Il aimait bien les architectes, il m'a pris sous sa coupole, m'a montré ses projets et des livres. Il m'a posé des questions sur ce que je connaissais de l'architecture, et je répondais comme je pouvais.

Zevaco était d'ailleurs proche de Jacqueline Alluchon, l'une des fondatrices de Casamémoire, ce qui a permis à Andaloussi de le rencontrer à maintes reprises. "On le croisait dans des expositions, c'était pour nous un émerveillement à chaque fois", témoigne-t-il avec émotion.

A la rescousse d'Agadir

Le 29 février 1960, un séisme frappe Agadir et tue près de 12.000 personnes. La majorité des bâtiments de la ville sont réduits en cendres. Le lendemain, Mohammed V met en place une commission chargée de la reconstruction de la ville, présidée par le prince héritier Moulay Hassan. Un groupe d'architectes triés sur le volet sont sélectionnés afin d'imaginer le nouveau Agadir.

Parmi eux, le brutaliste Zevaco se distingue dans ce lot de créateurs surnommées les "architectes de la rupture". L'artiste en profite pour imaginer des bâtiments qui marqueront le XXe siècle et le renouveau de la ville balnéaire. En plus d'avoir conçu la poste centrale et la caserne de pompiers, il s'implique de manière significative dans le logement, notamment en dessinant des villas et des immeubles en bande.

L'histoire se rappelle notamment de ses maisons à patios, pour lesquels il a reçu le prix Aga Khan d'architecture en 1980. Un prestigieux trophée qu'il reçoit la même année que l'Egyptien Hassan Fathi, et sept ans avant Jean Nouvel, récompensé pour avoir dessiné l'Institut du monde arabe.

zevaco

Les maisons à patio de Zevaco à Agadir

Livrées en 1964, les maisons à patios de Zevaco, commandées par le ministère de l'Intérieur, se composent de 17 unités d'habitation individuelle, puisant autant dans la rigueur des traits dessinés par Zevaco que dans la tradition marocaine. "Economiques au niveau de leur occupation au sol, les maisons sont aussi économiques à la construction, faciles à entretenir et correspondent parfaitement au style de vie d'une population urbaine issue de la classe moyenne musulmane", souligne le site officiel d'Aga Khan.

"Mort dans la dèche"

On serait tenté d'imaginer une fin glorieuse pour Jean-François Zevaco, où les Casablancais le célébreront pour avoir largement contribué à l'histoire architecturale de leur ville, mais il n'en est rien. Jean-François Zevaco meurt dans l'indifférence en 2003, dans sa villa casablancaise, suite à une longue maladie.

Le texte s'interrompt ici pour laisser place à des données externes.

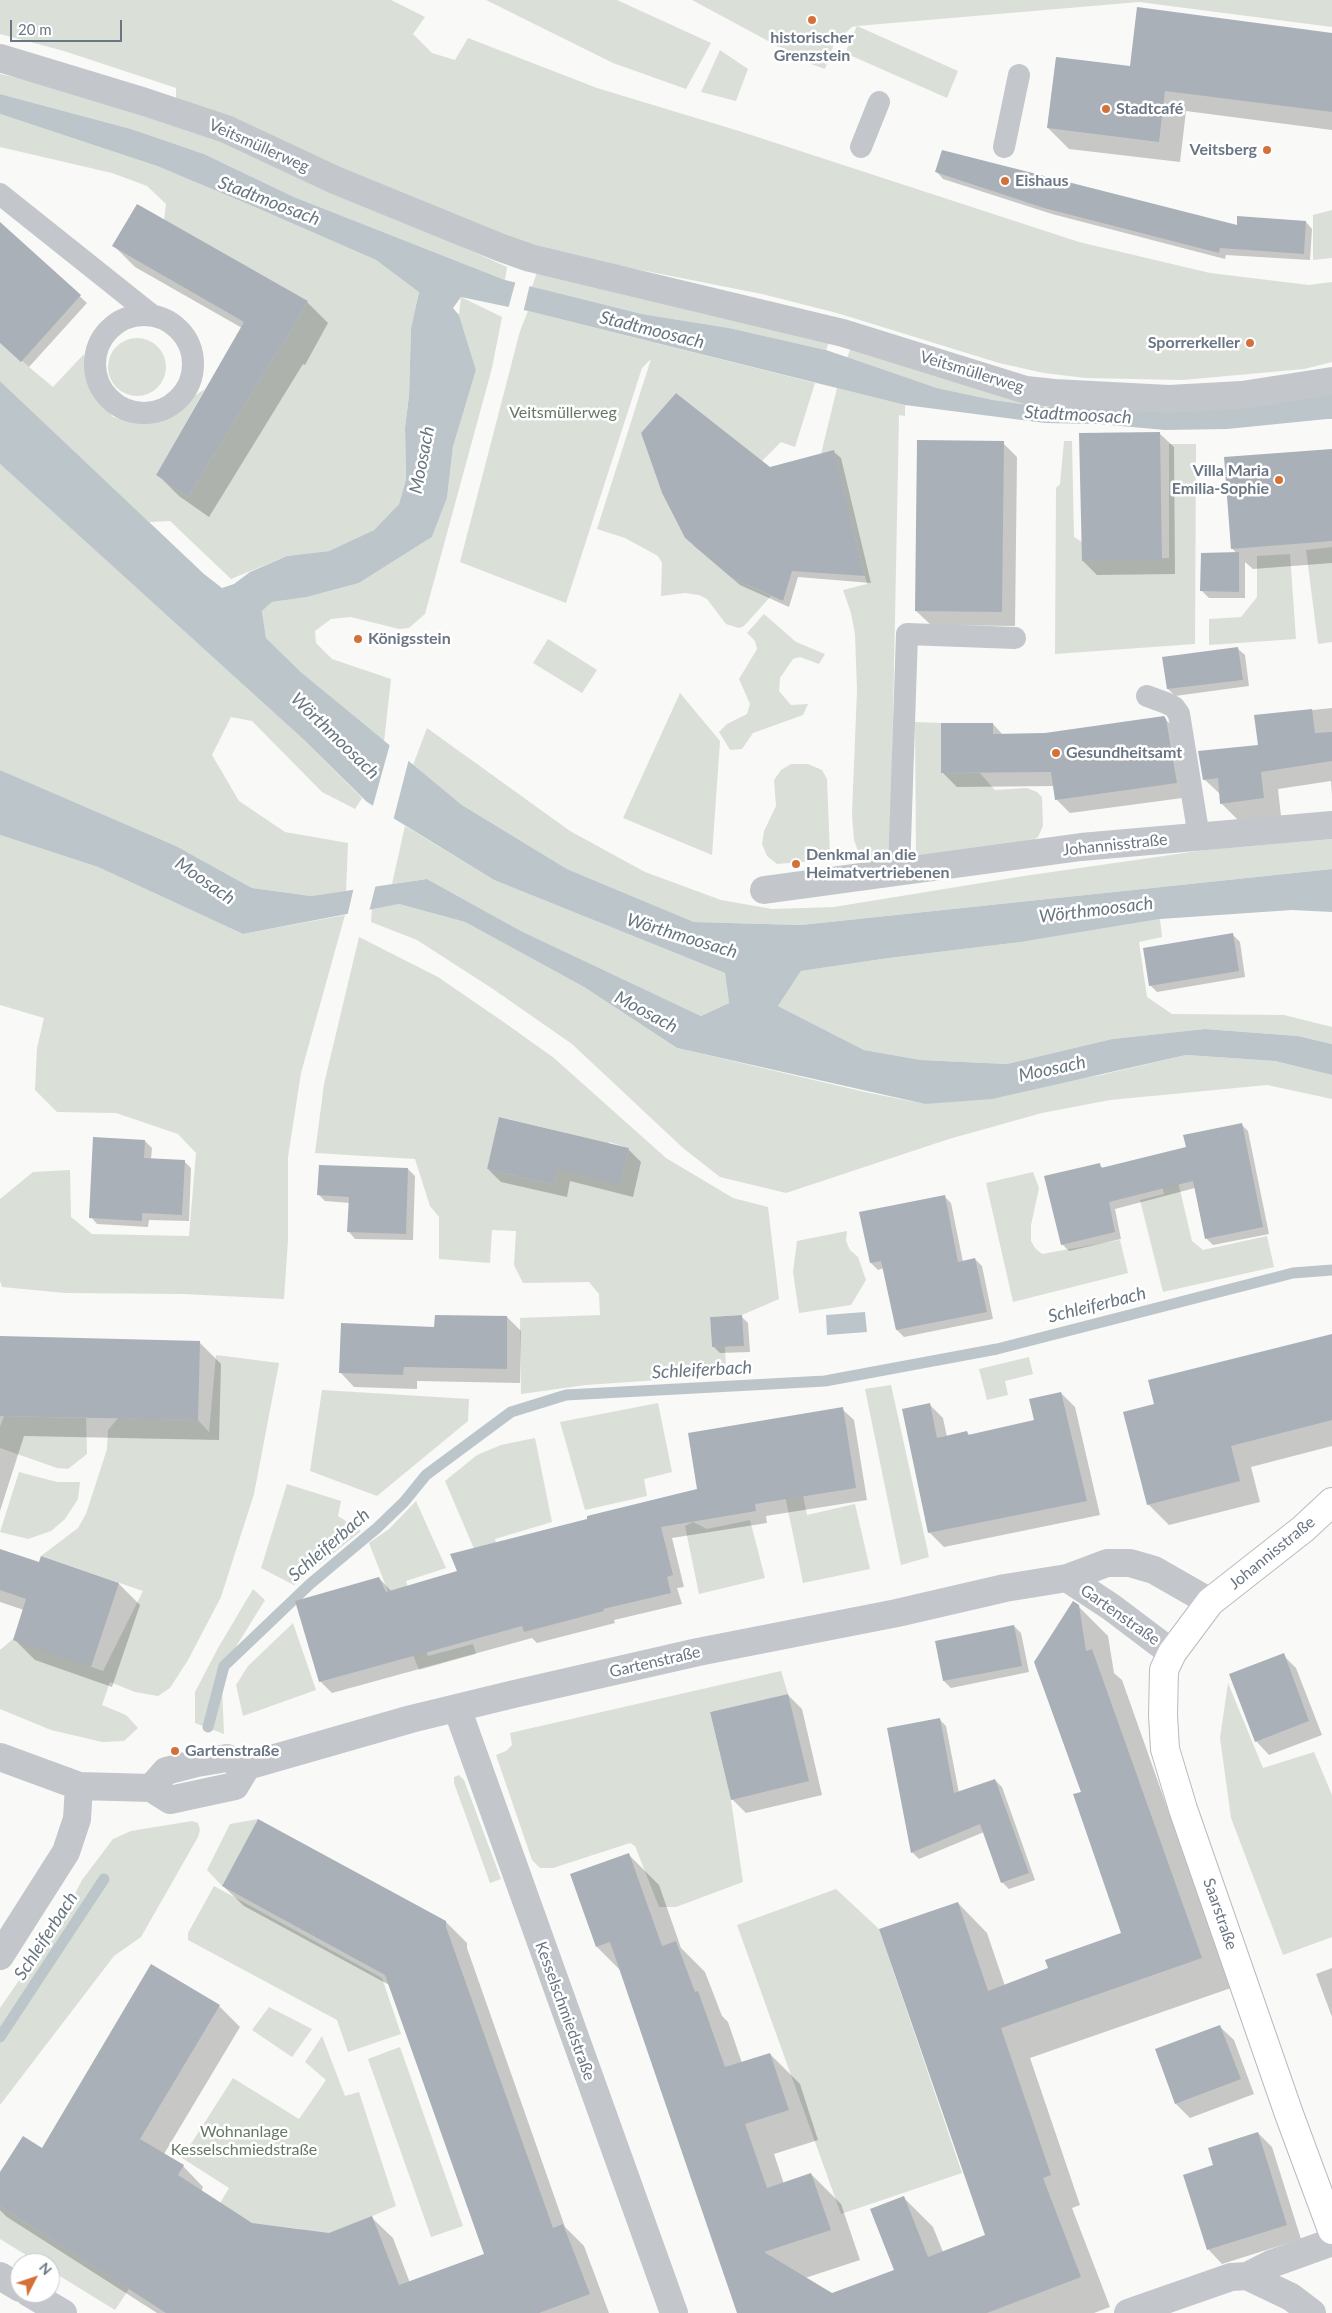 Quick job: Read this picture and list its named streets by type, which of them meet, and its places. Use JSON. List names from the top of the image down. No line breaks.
{"streets":{"main road":["Johannisstraße","Saarstraße"],"street":["Veitsmüllerweg","Gartenstraße","Kesselschmiedstraße"]},"crossings":[["Johannisstraße","Gartenstraße"],["Johannisstraße","Saarstraße"],["Gartenstraße","Saarstraße"],["Gartenstraße","Kesselschmiedstraße"]],"water":["Stadtmoosach","Moosach","Wörthmoosach","Schleiferbach"],"parks":["Veitsmüllerweg","Wohnanlage Kesselschmiedstraße"],"places":["historischer Grenzstein","Stadtcafé","Veitsberg","Eishaus","Sporrerkeller","Villa Maria Emilia-Sophie","Königsstein","Gesundheitsamt","Denkmal an die Heimatvertriebenen","Gartenstraße"],"scale_bar":"20 m","north":"top right"}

"Il est mort dans la dèche, seul, mais grand quand même", se souvient Rachid Andaloussi. "On allait le voir de temps en temps, parce qu'il n'avait pas beaucoup de famille. La dernière fois que je l'ai vu dans son salon, il était très malade, presque mourant. Il était dans une situation désolante", poursuit Andaloussi, qui se remémore "quelques meubles manquants" dans le salon. Jean-François Zevaco n'avait plus grand chose pendant ses derniers jours et en serait même arrivé à vendre ses meubles pour survivre.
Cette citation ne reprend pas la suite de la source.